» Task item
Read through the entries below and return each line with the word "Dobrin".

===

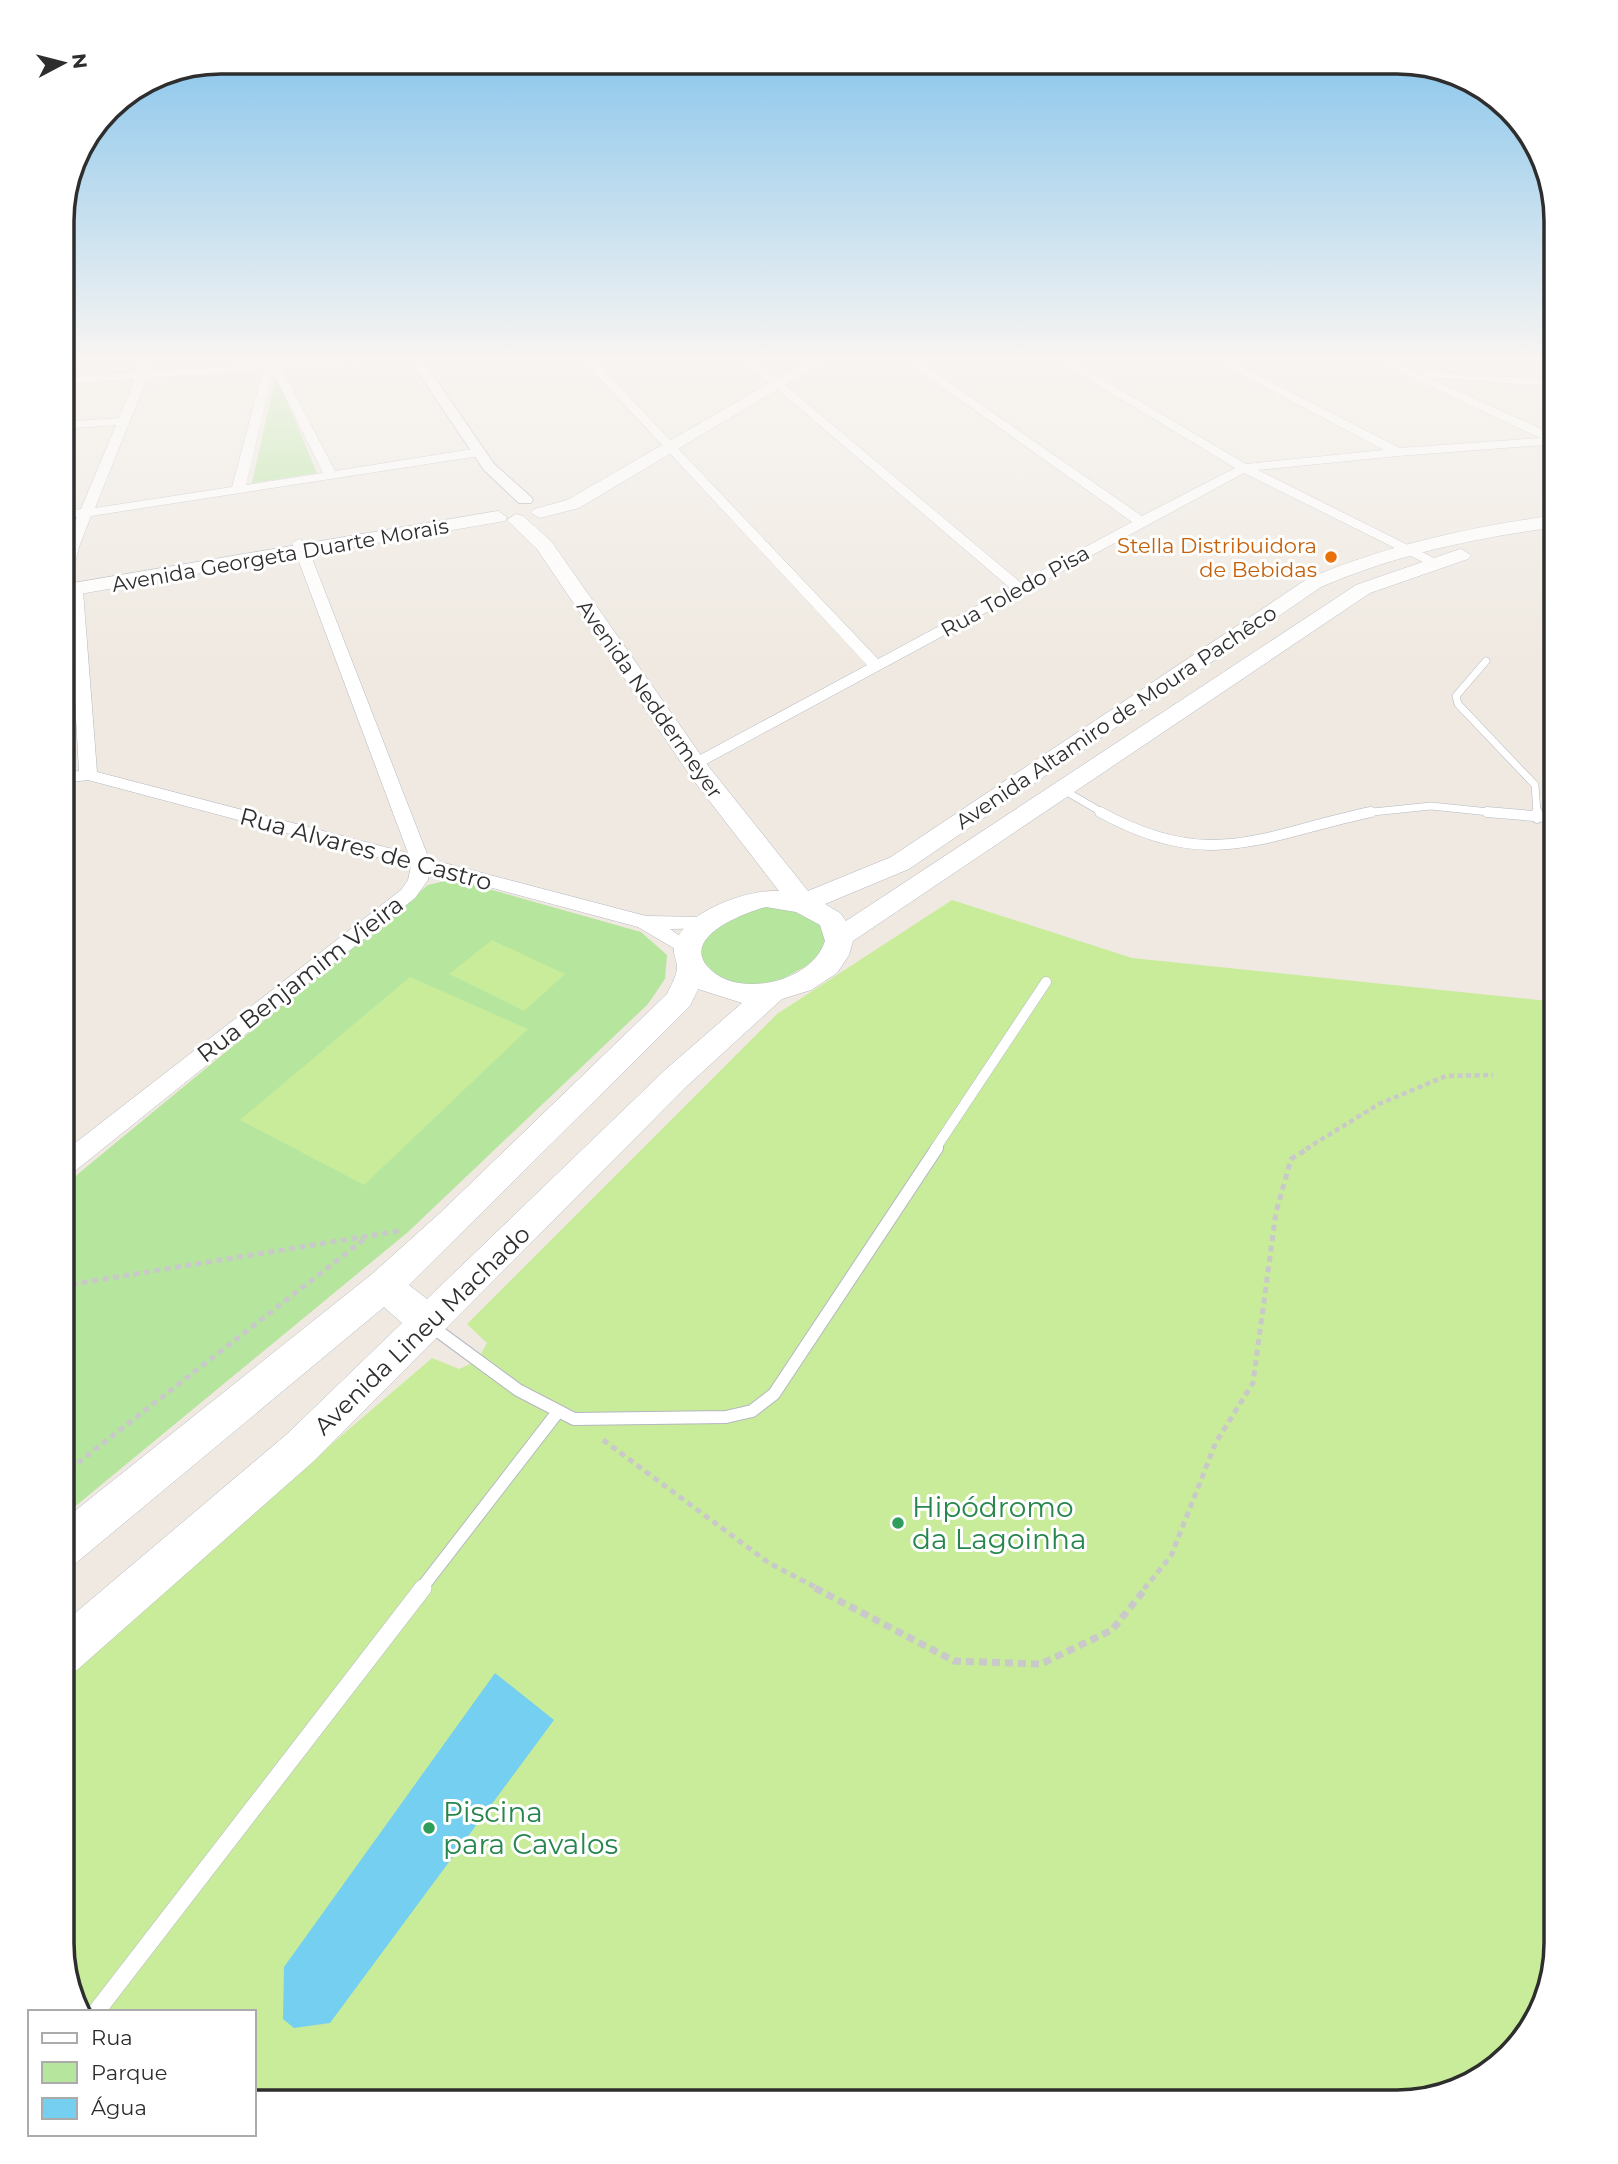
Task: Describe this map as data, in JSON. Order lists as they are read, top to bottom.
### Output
{
  "streets": {
    "main road": [
      "Avenida Georgeta Duarte Morais",
      "Avenida Neddermeyer",
      "Avenida Altamiro de Moura Pachêco",
      "Avenida Lineu Machado"
    ],
    "street": ["Rua Toledo Pisa", "Rua Alvares de Castro", "Rua Benjamim Vieira"]
  },
  "crossings": [
    ["Avenida Georgeta Duarte Morais", "Avenida Neddermeyer"],
    ["Rua Toledo Pisa", "Avenida Neddermeyer"],
    ["Avenida Neddermeyer", "Avenida Altamiro de Moura Pachêco"],
    ["Avenida Neddermeyer", "Rua Alvares de Castro"],
    ["Avenida Neddermeyer", "Avenida Lineu Machado"],
    ["Avenida Altamiro de Moura Pachêco", "Rua Alvares de Castro"],
    ["Avenida Altamiro de Moura Pachêco", "Avenida Lineu Machado"],
    ["Rua Alvares de Castro", "Rua Benjamim Vieira"],
    ["Rua Alvares de Castro", "Avenida Lineu Machado"]
  ],
  "places": ["Stella Distribuidora de Bebidas", "Hipódromo da Lagoinha", "Piscina para Cavalos"],
  "legend": ["Rua", "Parque", "Água"],
  "north": "right"
}
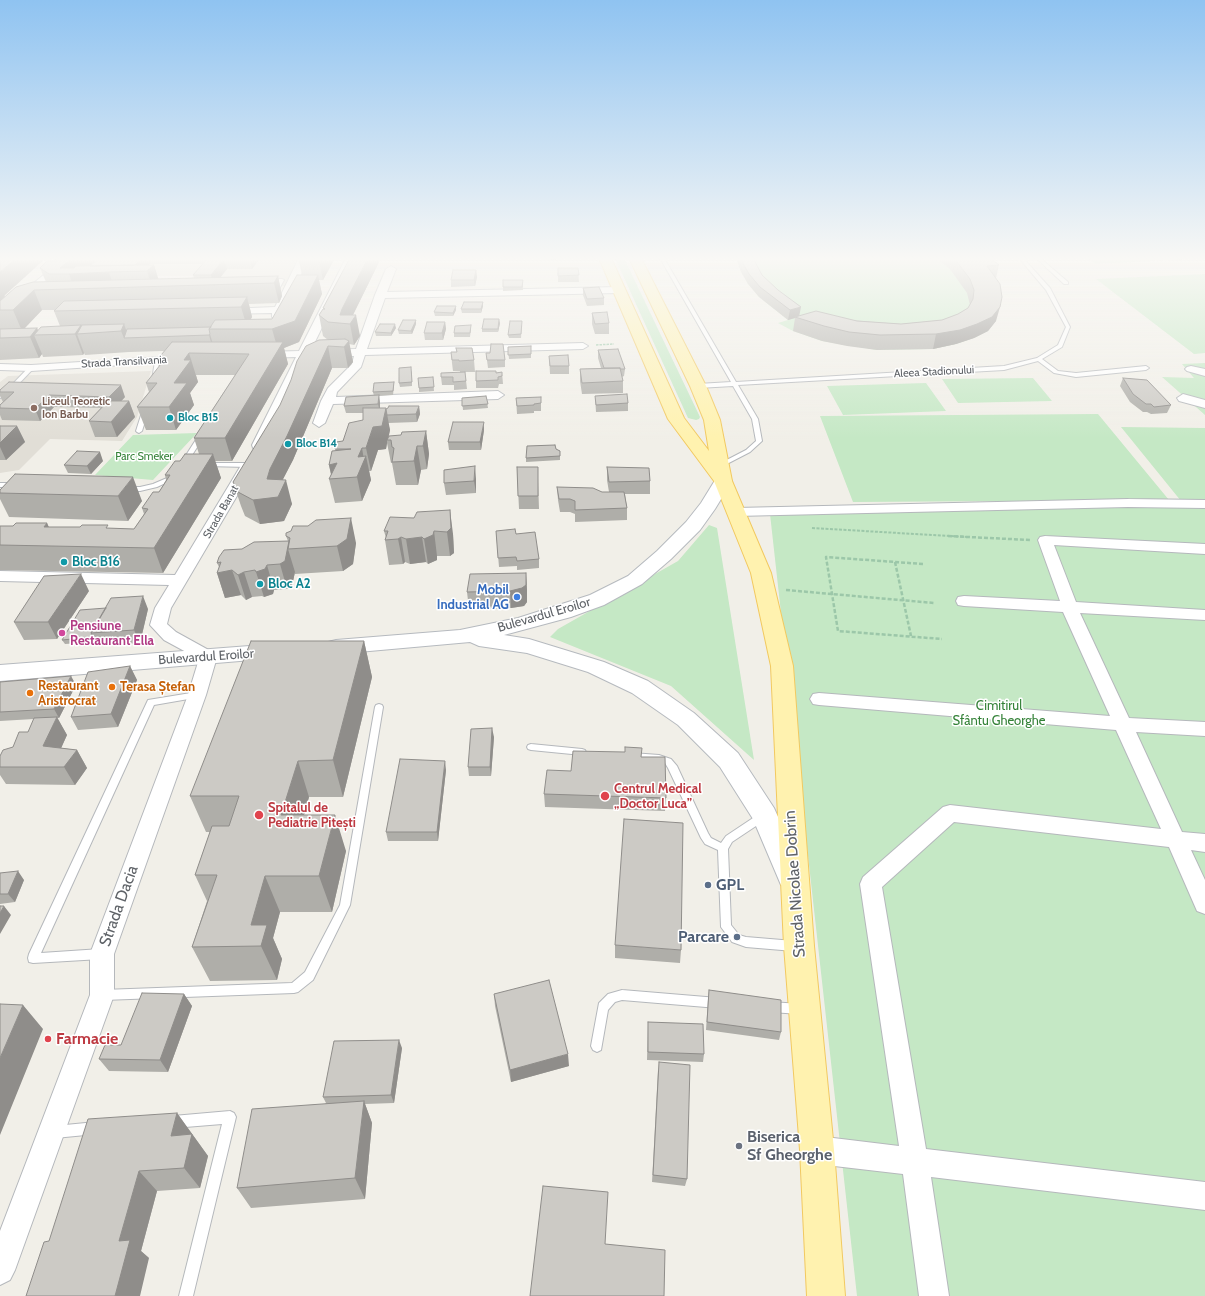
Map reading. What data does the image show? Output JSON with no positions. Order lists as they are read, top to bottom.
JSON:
{
  "streets": {
    "main road": ["Strada Nicolae Dobrin"],
    "street": [
      "Strada Transilvania",
      "Strada Banat",
      "Bulevardul Eroilor",
      "Strada Dacia"
    ],
    "lane": ["Aleea Stadionului"]
  },
  "crossings": [
    ["Aleea Stadionului", "Strada Nicolae Dobrin"],
    ["Strada Banat", "Bulevardul Eroilor"],
    ["Strada Banat", "Strada Dacia"],
    ["Bulevardul Eroilor", "Strada Nicolae Dobrin"],
    ["Bulevardul Eroilor", "Strada Dacia"]
  ],
  "parks": ["Parc Smeker", "Cimitirul Sfântu Gheorghe"],
  "places": [
    "Liceul Teoretic Ion Barbu",
    "Bloc B15",
    "Bloc B14",
    "Bloc B16",
    "Bloc A2",
    "Mobil Industrial AG",
    "Pensiune Restaurant Ella",
    "Terasa Ștefan",
    "Restaurant Aristrocrat",
    "Centrul Medical „Doctor Luca”",
    "Spitalul de Pediatrie Pitești",
    "GPL",
    "Parcare",
    "Farmacie",
    "Biserica Sf Gheorghe"
  ]
}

===

» Exercise response
    "main road": ["Strada Nicolae Dobrin"],
    ["Aleea Stadionului", "Strada Nicolae Dobrin"],
    ["Bulevardul Eroilor", "Strada Nicolae Dobrin"],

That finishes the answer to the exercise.